O Ambulatório de Feridas, o HumanizAção, o Florescer e tantos outros projetos desenvolvidos pela Unicentro junto à comunidade são evidências da importância do ensino superior público, gratuito e de qualidade. Um processo constante que, dia a dia, vai transformando vidas – de estudantes, de professores, e de cada integrante da sociedade que, de formas variadas, são beneficiados pelas ações. “A Universidade tem como funções indissociáveis a formação profissional dos discentes (por meio do ensino), a geração de novos conhecimentos (por meio da pesquisa) e a disseminação e aplicação destes para usufruto da sociedade, contribuindo para enriquecer a formação dos estudantes (por meio da extensão)”, explica a pró-reitora de Extensão e Cultura da Unicentro, professora Lucélia Souza. “Com isso, as ações extensionistas possibilitam a formação de um profissional cidadão e credenciam a universidade, cada vez mais, junto à sociedade, como espaço privilegiado de produção de conhecimento para a superação das desigualdades sociais existentes”.
Perspectiva compartilhada pela diretora de Extensão, professora Vânia Griczak. “A extensão é uma via de mão dupla, em que a universidade leva conhecimentos e/ou assistência à comunidade e, também, aprende com o saber dessas comunidades. Por um lado, tem-se o impacto na formação dos estudantes, o qual fica evidenciado nos alunos participantes de projetos e programas de extensão pela oportunidade de troca de conhecimentos indissociáveis do ensino e da pesquisa com as comunidades e pela vivência de situações cotidianas da sociedade. E, por outro lado, as comunidades atingidas se beneficiam das ações extensionistas realizadas com o intuito de promover transformações sociais, contribuindo inclusive para a geração de políticas públicas que visam melhorar a qualidade de vida da população, cumprindo o papel da universidade com a sociedade. Assim, a universidade, por meio da extensão, influencia e também é influenciada pela comunidade, ou seja, possibilita uma troca de valores entre a universidade e o meio”.

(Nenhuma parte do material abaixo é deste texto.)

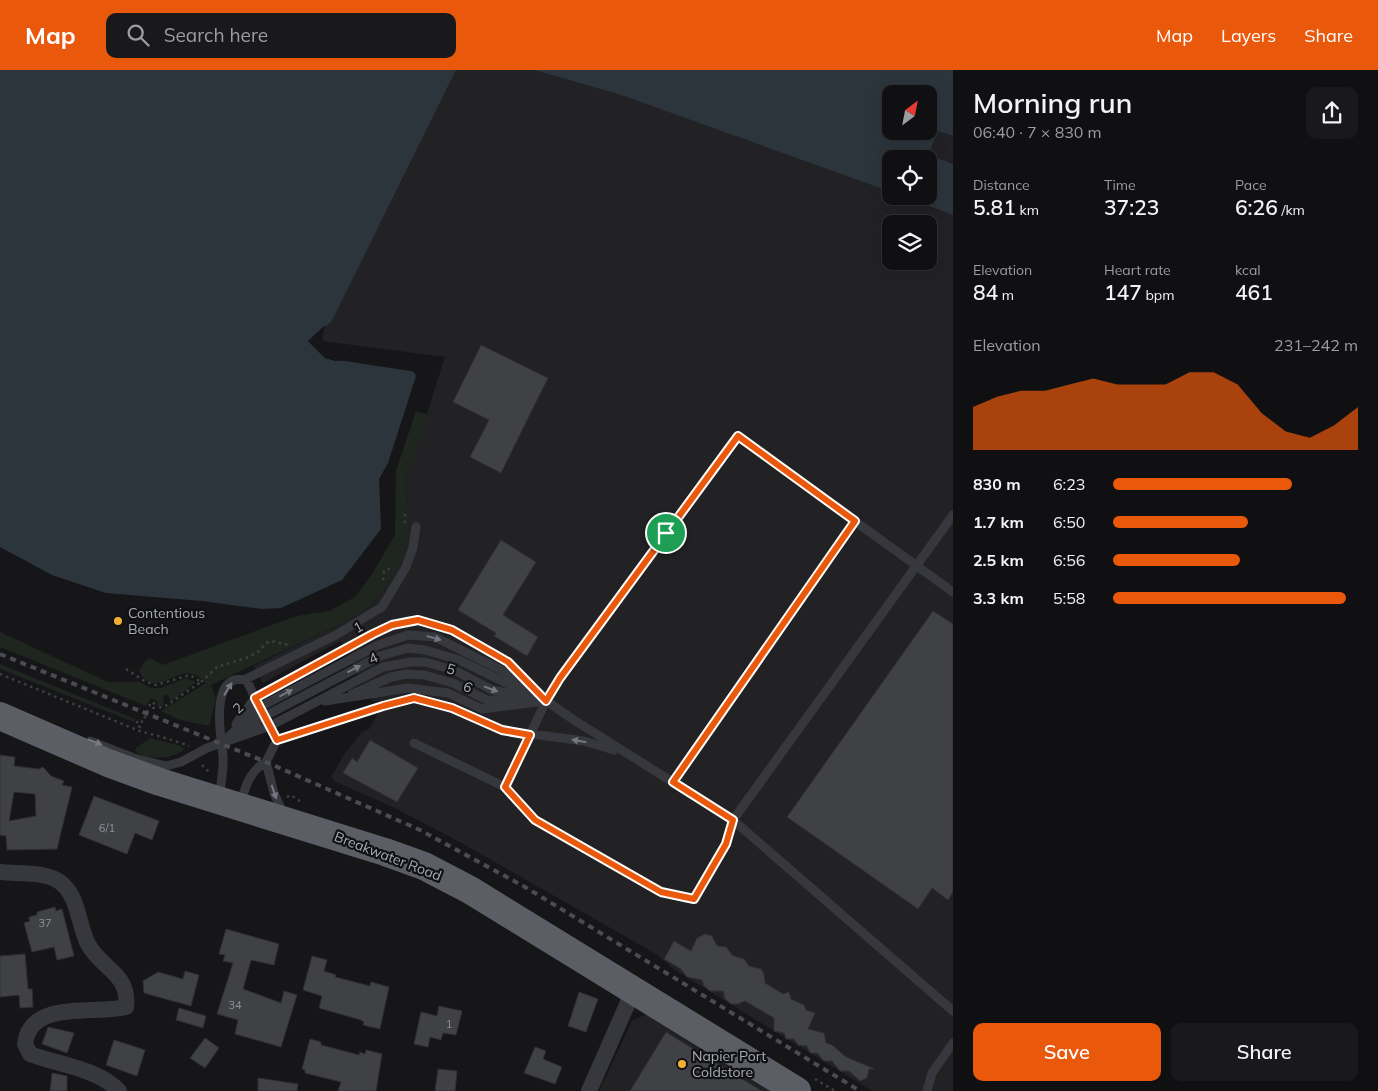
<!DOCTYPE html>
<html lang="en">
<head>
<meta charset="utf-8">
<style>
	:root { --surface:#101012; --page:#19191b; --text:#f1f3f6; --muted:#9c9d9f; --line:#303032; --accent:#ea580c }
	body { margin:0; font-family:Mulish,sans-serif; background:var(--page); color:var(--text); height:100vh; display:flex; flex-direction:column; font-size:19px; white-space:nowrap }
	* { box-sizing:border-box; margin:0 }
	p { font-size:16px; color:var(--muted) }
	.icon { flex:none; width:28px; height:28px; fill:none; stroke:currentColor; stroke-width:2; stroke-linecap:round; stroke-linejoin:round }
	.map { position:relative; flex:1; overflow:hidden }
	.side { display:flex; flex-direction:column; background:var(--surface); width:425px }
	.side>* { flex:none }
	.needle { width:32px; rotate:32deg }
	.fabs { position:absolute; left:882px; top:15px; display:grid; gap:10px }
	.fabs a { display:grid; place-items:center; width:55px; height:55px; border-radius:10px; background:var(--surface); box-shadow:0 5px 20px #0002,0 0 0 1px var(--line); font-size:25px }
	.pin { position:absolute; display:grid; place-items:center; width:42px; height:42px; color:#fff; margin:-21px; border:2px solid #fff; border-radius:50%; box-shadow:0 1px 5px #0007 }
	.round { display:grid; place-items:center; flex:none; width:52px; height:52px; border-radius:10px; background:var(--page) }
	.overview { display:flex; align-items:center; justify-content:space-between; height:85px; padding:0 20px }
	h1 { font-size:28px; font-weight:600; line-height:38px }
	.metrics { display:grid; grid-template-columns:repeat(3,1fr); gap:8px; height:85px; padding:5px 20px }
	.metrics div { display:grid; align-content:center }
	.metrics b { font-size:21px; font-weight:600 }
	.metrics small { font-size:14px; font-weight:400 }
	.metrics p { font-size:14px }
	.chart { height:140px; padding:10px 20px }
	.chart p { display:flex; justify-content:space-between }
	.chart svg { width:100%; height:90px; margin-top:5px; fill:var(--accent); opacity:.7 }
	.action { display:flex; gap:10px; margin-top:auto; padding:10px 20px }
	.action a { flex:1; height:58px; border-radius:10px; background:var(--accent); color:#fff; font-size:20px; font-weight:600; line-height:58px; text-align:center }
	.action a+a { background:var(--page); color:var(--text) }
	ul { padding:0 20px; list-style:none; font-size:16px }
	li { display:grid; grid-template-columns:80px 60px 1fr; align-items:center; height:38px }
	li i { height:12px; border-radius:6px; background:var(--accent) }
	header { display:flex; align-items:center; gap:30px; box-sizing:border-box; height:70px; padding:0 25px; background:var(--accent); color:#fff }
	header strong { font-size:24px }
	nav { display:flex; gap:28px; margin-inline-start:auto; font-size:18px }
	.search { width:350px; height:45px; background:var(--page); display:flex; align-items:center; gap:12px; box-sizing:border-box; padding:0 18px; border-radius:10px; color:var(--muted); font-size:19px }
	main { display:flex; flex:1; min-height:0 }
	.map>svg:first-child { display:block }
</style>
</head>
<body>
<header>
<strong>Map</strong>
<div class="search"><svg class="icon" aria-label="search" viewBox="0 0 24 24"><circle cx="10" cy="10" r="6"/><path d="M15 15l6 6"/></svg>Search here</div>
<nav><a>Map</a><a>Layers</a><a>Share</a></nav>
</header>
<main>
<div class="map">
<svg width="953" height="1021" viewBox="0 0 953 1021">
	<rect width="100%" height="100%" fill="#161618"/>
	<path fill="#222225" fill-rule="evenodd" d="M 456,0 L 534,0 L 621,25 L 891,122 L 891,126 L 902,126 L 953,145 L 953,1021 L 872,1021 L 675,900 L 656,884 L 465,775 L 397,739 L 336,712 L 331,707 L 345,683 L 362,662 L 369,659 L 379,642 L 384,641 L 380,630 L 373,632 L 340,571 L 263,613 L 254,596 L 347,551 L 370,537 L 385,518 L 410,462 L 406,409 L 445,287 L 322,271 L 325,255 L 332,251 ZM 891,154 L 929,154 L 929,191 L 891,191 Z
		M 937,61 L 953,66 L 953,94 L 928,86 Z
		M 647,944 L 774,1021 L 599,1021 L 632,951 Z"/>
	<path fill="#1e261f" d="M 416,341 L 428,345 L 406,409 L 410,462 L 399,497 L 385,518 L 370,537 L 347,551 L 211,615 L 216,628 L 209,656 L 180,650 L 161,641 L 206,613 C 202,610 197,605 193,604 C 173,599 154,629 139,601 L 145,591 L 150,588 L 163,595 L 296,546 L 329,541 L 355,527 L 372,504 L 395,465 L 396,401 Z
		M 0,562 L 108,612 L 140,612 L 151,618 L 161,618 L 186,608 L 196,612 L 171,632 L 168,625 L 163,626 L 164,635 L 157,636 L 158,632 L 151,628 L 146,636 L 0,577 Z
		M 0,594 L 135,649 L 134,652 L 0,599 Z
		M 150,668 L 181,676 L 185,680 C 171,688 150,692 135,681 L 136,678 Z"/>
	<path fill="#2c353c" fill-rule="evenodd" d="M 0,0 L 456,0 L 332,251 L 308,271 L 325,288 L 335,291 L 354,290 L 413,301 L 416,306 L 388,393 L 379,409 L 381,459 L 342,510 L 281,538 L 262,539 L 202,531 L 106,523 L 52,505 L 0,477 Z
		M 534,0 L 953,0 L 953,66 L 937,61 L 929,85 L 953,94 L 953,145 L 902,126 L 929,126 L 929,89 L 891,89 L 891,122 L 621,25 ZM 891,24 L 929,24 L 929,61 L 891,61 Z"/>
	<path fill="#161618" d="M 325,255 L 324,259 L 311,271 L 326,285 L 335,288 L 354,288 L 414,299 L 417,302 L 325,288 L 308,271 Z"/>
	<path fill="#404145" stroke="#303034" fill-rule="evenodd" d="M 481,275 L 548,308 L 501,403 L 470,387 L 489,350 L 453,332 Z
		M 501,470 L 536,492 L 503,545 L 538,567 L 527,586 L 494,566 L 496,563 L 458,540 Z
		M 933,541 L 953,554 L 953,822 L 948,830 L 932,818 L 918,839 L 787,747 Z
		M 370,670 L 418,698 L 397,732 L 343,703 L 352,688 L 357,692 Z
		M 0,685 L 15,687 L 14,696 L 39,699 L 43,697 L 51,706 L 64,711 L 62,715 L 72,717 L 57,779 L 7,780 L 6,766 L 0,765 ZM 14,722 L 35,724 L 36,746 L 9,751 Z
		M 94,726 L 159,751 L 152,770 L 135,763 L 127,784 L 79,765 Z
		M 55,837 L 56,841 L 62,839 L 74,886 L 57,890 L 54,877 L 32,882 L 24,853 L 30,851 L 29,847 L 37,845 L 37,842 Z
		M 226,859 L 279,874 L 274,895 L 251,890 L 243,919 L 281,933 L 284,921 L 297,925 L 281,977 L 235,964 L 238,950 L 217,944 L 233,893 L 223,891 L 225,885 L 219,884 Z
		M 705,864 L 712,866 L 717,876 L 726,877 L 733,886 L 744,889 L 749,896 L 761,899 L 764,904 L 765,913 L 783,924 L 789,922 L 791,929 L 804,935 L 806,940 L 815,943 L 808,959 L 824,963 L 826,973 L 832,975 L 846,987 L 875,999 L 869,999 L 867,1008 L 860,1011 L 849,1001 L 840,1001 L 832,991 L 824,991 L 817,983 L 810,983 L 807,976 L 798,975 L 794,969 L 786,969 L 784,963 L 774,961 L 774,948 L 745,931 L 738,934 L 731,934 L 725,929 L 723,921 L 710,921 L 704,916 L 702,910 L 687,907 L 681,899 L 664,889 L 674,871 L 691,881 L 697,868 Z
		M 25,884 L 28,919 L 32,919 L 33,937 L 20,938 L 19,925 L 0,927 L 0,886 Z
		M 312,886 L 327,890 L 324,901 L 336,905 L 335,907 L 370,916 L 371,912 L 389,917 L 380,959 L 363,955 L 364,952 L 361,950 L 319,938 L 322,926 L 303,920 Z
		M 185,901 L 199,905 L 191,936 L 144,923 L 143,911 L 158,902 L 183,909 Z
		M 579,922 L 598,929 L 586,962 L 568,956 Z
		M 439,936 L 462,941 L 456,965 L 443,963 L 441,970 L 430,967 L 428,977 L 414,974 L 421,942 L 437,946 Z
		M 179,938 L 206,946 L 203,958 L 176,950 Z
		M 48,957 L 74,963 L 67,983 L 42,974 Z
		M 666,962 L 762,1021 L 630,1021 Z
		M 205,968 L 219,978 L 205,998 L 190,988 Z
		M 310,969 L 321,972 L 321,975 L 359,985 L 360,982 L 365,984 L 366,980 L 382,984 L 376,1021 L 338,1021 L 341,1012 L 305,1003 L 305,1000 L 302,999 Z
		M 114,970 L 145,980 L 137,1006 L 106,995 Z
		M 535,977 L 546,981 L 543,989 L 562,997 L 555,1014 L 524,1003 Z
		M 438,999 L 457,1001 L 455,1021 L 435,1021 Z
		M 52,1003 L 67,1006 L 67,1021 L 50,1021 Z
		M 258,1008 L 298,1014 L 297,1021 L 258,1021 Z"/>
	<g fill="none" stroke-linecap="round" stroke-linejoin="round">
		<path stroke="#3d3f44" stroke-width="2.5" stroke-dasharray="2.5 4" stroke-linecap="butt" d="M 405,444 L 405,454
			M 383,510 L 384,501 L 391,498
			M 126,599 L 146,612 L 156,615 L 190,605 L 201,612 L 164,637 L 153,638 L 155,634 L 151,632 L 143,652 L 138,650 L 136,655 L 140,657 L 139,660
			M 0,604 L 142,662 C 146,662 186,674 189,676
			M 201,612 L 217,597 L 249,587 L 259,581 L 266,573 L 272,571 L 288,575
			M 202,695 L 210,703
			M 287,727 L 291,725 L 301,732
			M 815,1009 L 835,1021"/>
		<path stroke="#37383d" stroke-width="9" d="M 246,609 L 257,632
			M 352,624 L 391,607 L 407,604 L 424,605 L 453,613 L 487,630 L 516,631
			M 325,631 L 408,618 L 448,623 L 482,639 L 538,632
			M 267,652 L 277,670 L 266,692 L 274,723 L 284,745
			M 236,654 L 255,628 L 373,564 L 406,551 L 418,550 L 452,560 L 508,592 L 531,616
			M 238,663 L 265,646 L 355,599 L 380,586 L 408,578 L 425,580 L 459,590 L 527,623
			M 277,670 L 383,636 L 414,628 L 452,638 L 502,660 L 584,671 L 614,680
			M 90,671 L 134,688 L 166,696 L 181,692 L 207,678 L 270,656 L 383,597 L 410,592 L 425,592 L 454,600 L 492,620 L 541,630
			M 414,673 L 505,717 L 535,750 L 661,822 L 693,829 L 726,774 L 733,750 L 953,445
			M 221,674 L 260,637 L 378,575 L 408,565 L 435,567 L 503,601 L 574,650 L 733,750 L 953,941
			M 673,712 L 855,451
			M 505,717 L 546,631 L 560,608 L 737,366 L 953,522
			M 219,728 C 221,714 224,699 223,685 C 221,669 212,618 234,610 C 237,609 242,610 246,609 L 336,565 L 382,537 L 406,497 L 413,477 L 416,457
			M 240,735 C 245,718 249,701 266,692
			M 927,1021 L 932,1003 L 953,973"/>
		<path stroke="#37383d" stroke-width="16" d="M 0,802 C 18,804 45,801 60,812 C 79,826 78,855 88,874 C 101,899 130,903 126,937 C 95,945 30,929 25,974 L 30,984 C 59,995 97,998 119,1021
			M 589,1021 L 634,919"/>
		<path stroke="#5b5e65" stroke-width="28" d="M 0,646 L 108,693 L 160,712 L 385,782 L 424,796 L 470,820 L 797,1021"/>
		<path stroke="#4a4c52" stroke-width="4" stroke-dasharray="6 5" stroke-linecap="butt" d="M 0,584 L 266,692 L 420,760 L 525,817 L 860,1021"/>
	</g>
	<defs><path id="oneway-solid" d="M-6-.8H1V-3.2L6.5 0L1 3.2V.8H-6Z" transform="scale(1.25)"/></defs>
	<g fill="#757881">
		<use href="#oneway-solid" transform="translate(434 568) rotate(16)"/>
		<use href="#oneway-solid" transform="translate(354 599) rotate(-27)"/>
		<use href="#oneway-solid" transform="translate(228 619) rotate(-58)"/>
		<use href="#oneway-solid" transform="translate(491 619) rotate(21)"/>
		<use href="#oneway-solid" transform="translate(286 623) rotate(-28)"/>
		<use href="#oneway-solid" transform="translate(579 671) rotate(-170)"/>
		<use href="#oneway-solid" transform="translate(95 672) rotate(21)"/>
		<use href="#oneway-solid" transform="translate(274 722) rotate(71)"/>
	</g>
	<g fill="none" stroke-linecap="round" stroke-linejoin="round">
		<defs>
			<path id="route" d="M 738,366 L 855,451 L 673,712 L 733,750 L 726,774 L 694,829 L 661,822 L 535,750 L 505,717 L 530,665 L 502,660 L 452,638 L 414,628 L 383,636 L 277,670 L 255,628 L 373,564 L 392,555 L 418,550 L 452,560 L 508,592 L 546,631 L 560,608 Z"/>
		</defs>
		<use href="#route" stroke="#fff" stroke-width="10"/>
		<use href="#route" stroke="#ea580c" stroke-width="6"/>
	</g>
	<g fill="#f2b134" stroke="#111113" stroke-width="2">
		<circle cx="118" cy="551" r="5"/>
		<circle cx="682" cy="994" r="5"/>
	</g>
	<g text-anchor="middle" stroke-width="4.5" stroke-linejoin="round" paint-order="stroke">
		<g font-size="11" fill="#8e929b">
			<text x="107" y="762">6/1</text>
			<text x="45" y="857">37</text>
			<text x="235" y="939">34</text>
			<text x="449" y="958">1</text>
		</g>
		<g font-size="14" fill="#a8adb8" stroke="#111113" text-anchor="start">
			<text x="128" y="548">Contentious<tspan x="128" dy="16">Beach</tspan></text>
			<text x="692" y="991">Napier Port<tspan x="692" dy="16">Coldstore</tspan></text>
		</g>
		<g font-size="14" fill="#a8adb8" stroke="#111113">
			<text transform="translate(358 557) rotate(-28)" y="5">1</text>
			<text transform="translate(373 588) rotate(-24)" y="5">4</text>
			<text transform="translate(451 599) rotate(18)" y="5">5</text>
			<text transform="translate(468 617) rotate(25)" y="5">6</text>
			<text transform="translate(238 638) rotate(-43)" y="5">2</text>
			<text transform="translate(388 786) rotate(21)" y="5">Breakwater Road</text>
		</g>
	</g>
</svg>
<div class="fabs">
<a><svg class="needle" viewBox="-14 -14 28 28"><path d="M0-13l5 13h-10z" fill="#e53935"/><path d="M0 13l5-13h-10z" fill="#9c9d9f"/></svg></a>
<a><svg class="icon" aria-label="locate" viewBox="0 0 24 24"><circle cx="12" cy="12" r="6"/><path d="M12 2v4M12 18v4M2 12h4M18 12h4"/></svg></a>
<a><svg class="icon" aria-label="layers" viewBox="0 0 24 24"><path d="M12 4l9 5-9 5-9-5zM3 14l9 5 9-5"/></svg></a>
</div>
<div class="pin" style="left:666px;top:463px;background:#1e9e55"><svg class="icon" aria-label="arrive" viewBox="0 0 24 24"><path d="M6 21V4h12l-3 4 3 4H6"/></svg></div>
</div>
<section class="side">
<div class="overview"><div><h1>Morning run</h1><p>06:40 · 7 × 830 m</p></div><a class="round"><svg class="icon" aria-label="share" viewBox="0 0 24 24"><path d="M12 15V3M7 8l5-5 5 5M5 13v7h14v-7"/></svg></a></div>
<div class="metrics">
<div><p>Distance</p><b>5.81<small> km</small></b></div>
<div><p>Time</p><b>37:23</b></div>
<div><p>Pace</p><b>6:26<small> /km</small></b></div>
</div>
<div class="metrics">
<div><p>Elevation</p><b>84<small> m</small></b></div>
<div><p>Heart rate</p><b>147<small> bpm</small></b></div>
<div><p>kcal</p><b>461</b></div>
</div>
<div class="chart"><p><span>Elevation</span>231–242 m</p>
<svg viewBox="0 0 160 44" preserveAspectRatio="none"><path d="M0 44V23L10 18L20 15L30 15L40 12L50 9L60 12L70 12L80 12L90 6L100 6L110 12L120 26L130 35L140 38L150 32L160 23V44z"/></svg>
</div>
<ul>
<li><b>830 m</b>6:23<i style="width:73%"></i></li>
<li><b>1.7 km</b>6:50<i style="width:55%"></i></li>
<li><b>2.5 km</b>6:56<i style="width:52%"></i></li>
<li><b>3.3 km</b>5:58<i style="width:95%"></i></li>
</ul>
<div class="action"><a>Save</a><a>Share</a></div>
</section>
</main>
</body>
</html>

Transformação. Essa é a palavra-chave quando falamos em extensão universitária. Mudança que atinge a todos os envolvidos, sem exceção e que é definidora na formação dos estudantes. E isso segundo os próprios alunos e egressos que estão ou passaram pela extensão e pela universidade pública. “A extensão e a universidade podem, sim, transformar a sociedade, justamente através desse trabalho em equipe, no qual a gente reconhece o valor que as pessoas têm, as diferenças da sociedade”, avalia Evelyn.
“Posso dizer hoje que a minha formação na Unicentro mudou a minha perspectiva de mundo e me fez ver além do que eu estava acostumada. E, nessa transformação, os projetos de extensão foram essenciais. Por meio deles tive contato com a comunidade e pude auxiliar de alguma forma na transformação dos espaços em que eu estava inserida. O que me preparou para tratar com mais respeito e empatia os temas que trato hoje no jornalismo. No Florescer, principalmente, eu sentia que estava cumprindo uma missão, retribuindo para a sociedade o que eu estava recebendo em uma universidade pública”, finaliza Mayara.